-/** @file
- SSL/TLS Initialization Library Wrapper Implementation over OpenSSL.
-
-Copyright (c) 2016 - 2017, Intel Corporation. All rights reserved.<BR>
-(C) Copyright 2016 Hewlett Packard Enterprise Development LP<BR>
-This program and the accompanying materials
-are licensed and made available under the terms and conditions of the BSD License
-which accompanies this distribution. The full text of the license may be found at
-http://opensource.org/licenses/bsd-license.php
-
-THE PROGRAM IS DISTRIBUTED UNDER THE BSD LICENSE ON AN "AS IS" BASIS,
-WITHOUT WARRANTIES OR REPRESENTATIONS OF ANY KIND, EITHER EXPRESS OR IMPLIED.
-
-**/
-
-#include "InternalTlsLib.h"
-
-/**
- Initializes the OpenSSL library.
-
- This function registers ciphers and digests used directly and indirectly
- by SSL/TLS, and initializes the readable error messages.

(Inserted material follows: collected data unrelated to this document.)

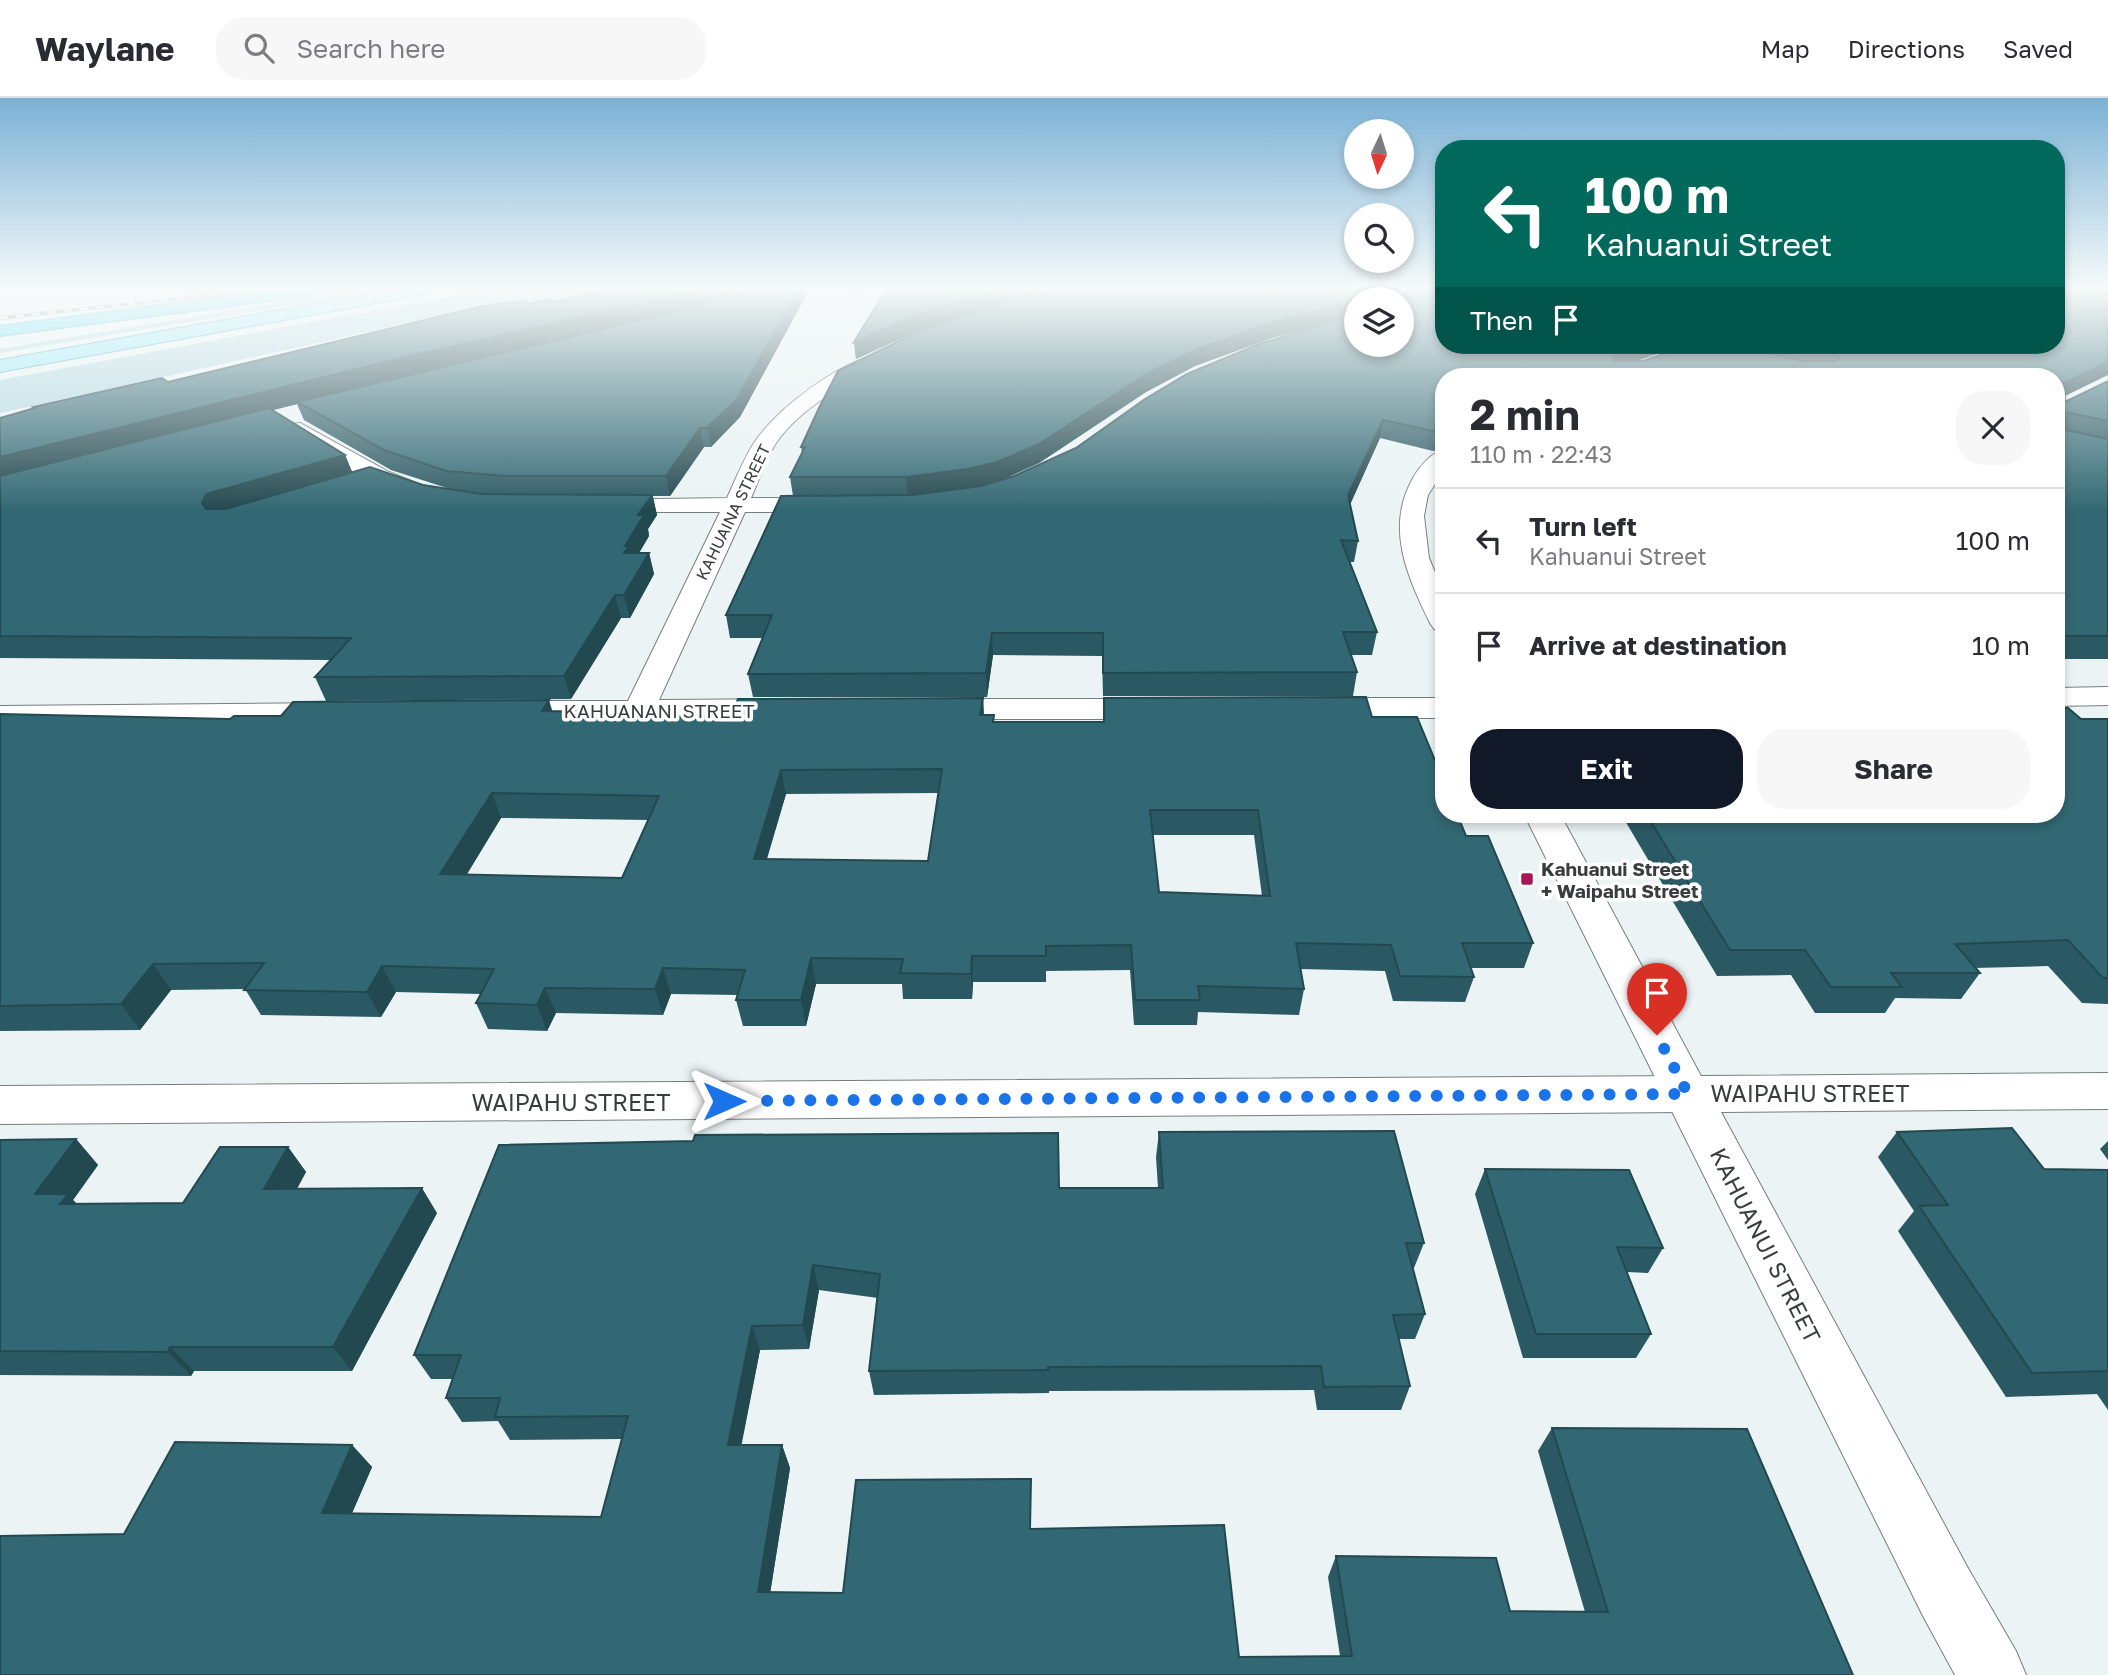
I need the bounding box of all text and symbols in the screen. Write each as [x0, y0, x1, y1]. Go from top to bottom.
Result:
search box [216, 17, 706, 80]
text: Waylane [35, 29, 174, 68]
icon: search [240, 29, 278, 67]
text: Search here [296, 33, 445, 64]
text: Map [1761, 34, 1810, 63]
text: Directions [1848, 34, 1965, 63]
text: Saved [2003, 34, 2073, 63]
north arrow [1344, 119, 1414, 189]
map controls [1344, 119, 1414, 357]
text: 100 m [1585, 165, 1729, 224]
icon: left [1470, 168, 1561, 259]
button: search [1344, 203, 1414, 273]
text: Kahuanui Street [1585, 225, 1832, 263]
button: layers [1344, 287, 1414, 357]
icon: arrive [1547, 301, 1585, 339]
text: Then [1470, 305, 1533, 336]
text: 2 min [1470, 389, 1580, 439]
button: close [1956, 391, 2030, 465]
text: 110 m · 22:43 [1470, 440, 1612, 468]
street label: KAHUAINA STREET [691, 441, 775, 583]
text: Turn left [1529, 511, 1637, 542]
icon: left [1470, 522, 1508, 560]
text: 100 m [1956, 525, 2030, 556]
text: Kahuanui Street [1529, 542, 1707, 570]
icon: arrive [1470, 627, 1508, 665]
text: Arrive at destination [1529, 630, 1787, 661]
text: 10 m [1972, 630, 2030, 661]
street label: KAHUANANI STREET [564, 699, 755, 722]
button: Exit [1470, 729, 1743, 809]
button: Share [1757, 729, 2030, 809]
place label: Kahuanui Street + Waipahu Street [1541, 857, 1699, 902]
marker: Kahuanui Street + Waipahu Street [1519, 871, 1535, 887]
pin [1627, 963, 1687, 1035]
icon: arrive [1638, 974, 1676, 1012]
position arrow [687, 1064, 761, 1138]
street label: WAIPAHU STREET [1711, 1079, 1909, 1107]
street label: WAIPAHU STREET [472, 1088, 670, 1116]
street label: KAHUANUI STREET [1705, 1143, 1827, 1347]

- This function must be called before any other action takes places.
-
-**/
-VOID
-EFIAPI
-TlsInitialize (
- VOID
- )
-{
- //
- // Performs initialization of crypto and ssl library, and loads required
- // algorithms.
- //
- OPENSSL_init_ssl (
- OPENSSL_INIT_LOAD_SSL_STRINGS | OPENSSL_INIT_LOAD_CRYPTO_STRINGS,
- NULL
- );
-
- //
- // Initialize the pseudorandom number generator.
- //
- RandomSeed (NULL, 0);
-}
-
-/**
- Free an allocated SSL_CTX object.
-
- @param[in] TlsCtx Pointer to the SSL_CTX object to be released.
-
-**/
-VOID
-EFIAPI
-TlsCtxFree (
- IN VOID *TlsCtx
- )
-{
- if (TlsCtx == NULL) {
- return;
- }
-
- if (TlsCtx != NULL) {
- SSL_CTX_free ((SSL_CTX *) (TlsCtx));
- }
-}
-
-/**
- Creates a new SSL_CTX object as framework to establish TLS/SSL enabled
- connections.
-
- @param[in] MajorVer Major Version of TLS/SSL Protocol.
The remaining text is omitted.